I was looking into the Kaiju also but I cant find the exact measurements anywhere on either boot. I wear a 12 or 13 depending on the sizing. 



lab49232 said:


> Buy boots from a brand that is still gonna exist next season. Nike is ending their snow line after this season.


I don't mind that they might not be around after next year, Ive been burning through a pair or boots every year recently. So Ive they're good they will last, if not it doesn't matter if Nike snowboard is around


----------



## tonicusa (Feb 27, 2008)

You wear a 12 or a 13 depending on sizing? 
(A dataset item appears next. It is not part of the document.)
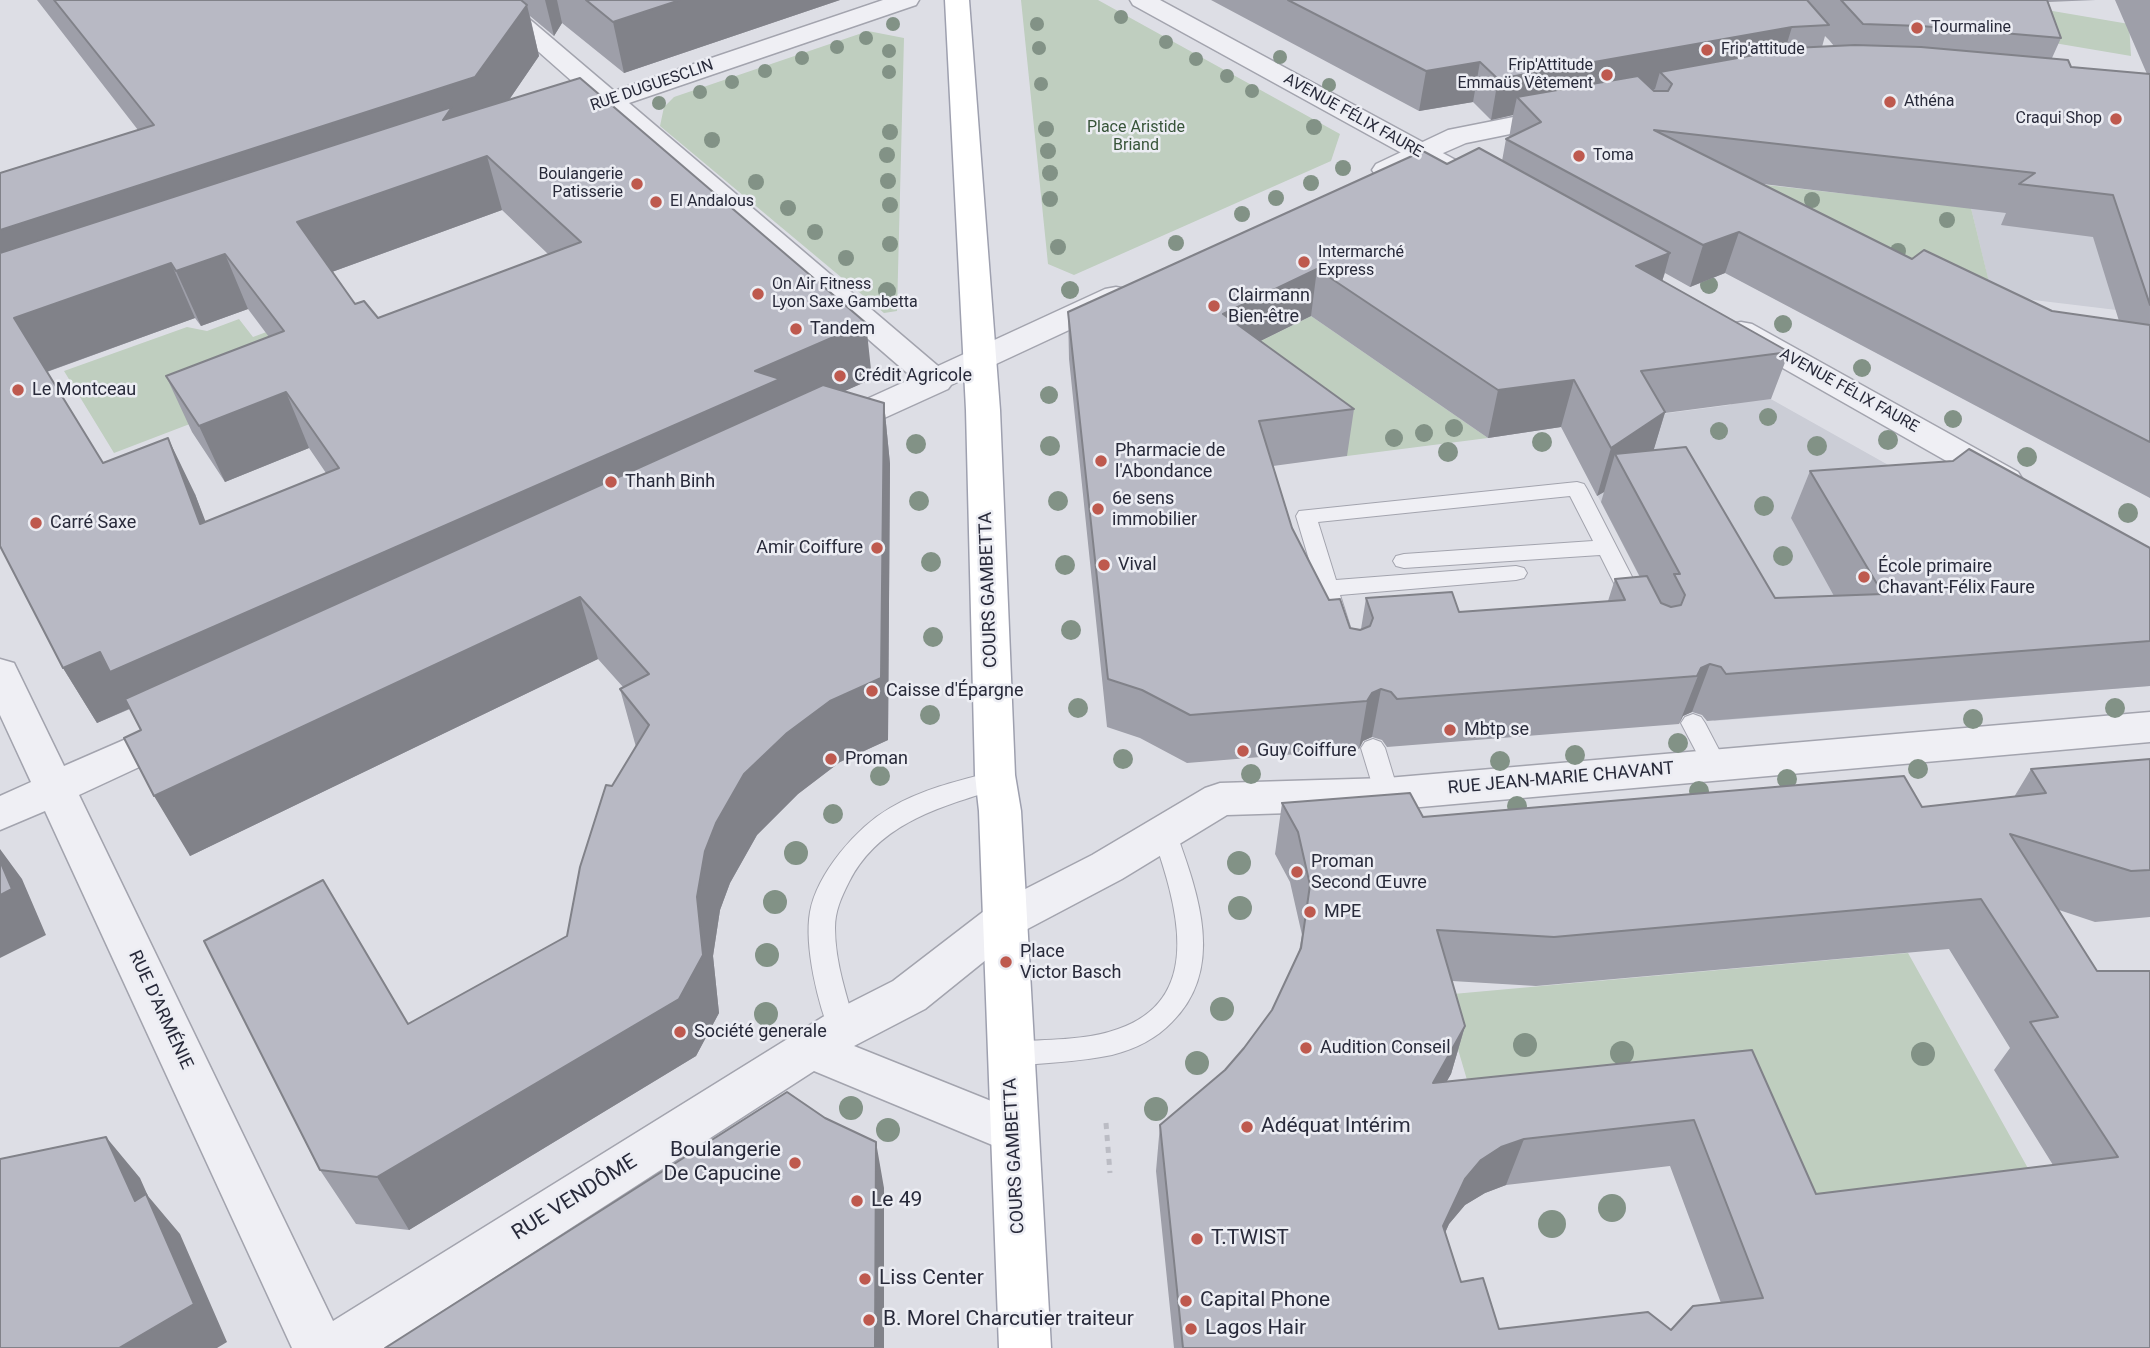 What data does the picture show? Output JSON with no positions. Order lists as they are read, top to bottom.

Something is very wrong there. You should never be a full size off, maybe you are leaving too much room in your boots. Your toes should touch or push up against the end of the boot when you buy them brand new. If you are doing that there's almost no way you could find a brand that is a full size different and still fits properly. Make sure not to leave any space in the toe box, you will get some space as the boots break in and as you bend your knees in to your riding position.

The Kaiju are great. You can try on a pair of nike sneakers, make sure they are too small, meaning your toes touch the end, and that's your size.

Or you can call someone like Milosport (1.800.675.6134) and they could measure a Kaiju for you but it won't be as exact as the previous suggestion.

It's a great boot. Buy a pair online from Milo or somebody and exchange them if they aren't snug enough. It's not that big of a hassle.


----------



## NWBoarder (Jan 10, 2010)

tonicusa said:


> You wear a 12 or a 13 depending on sizing?
> 
> Something is very wrong there. You should never be a full size off, maybe you are leaving too much room in your boots. Your toes should touch or push up against the end of the boot when you buy them brand new. If you are doing that there's almost no way you could find a brand that is a full size different and still fits properly. Make sure not to leave any space in the toe box, you will get some space as the boots break in and as you bend your knees in to your riding position.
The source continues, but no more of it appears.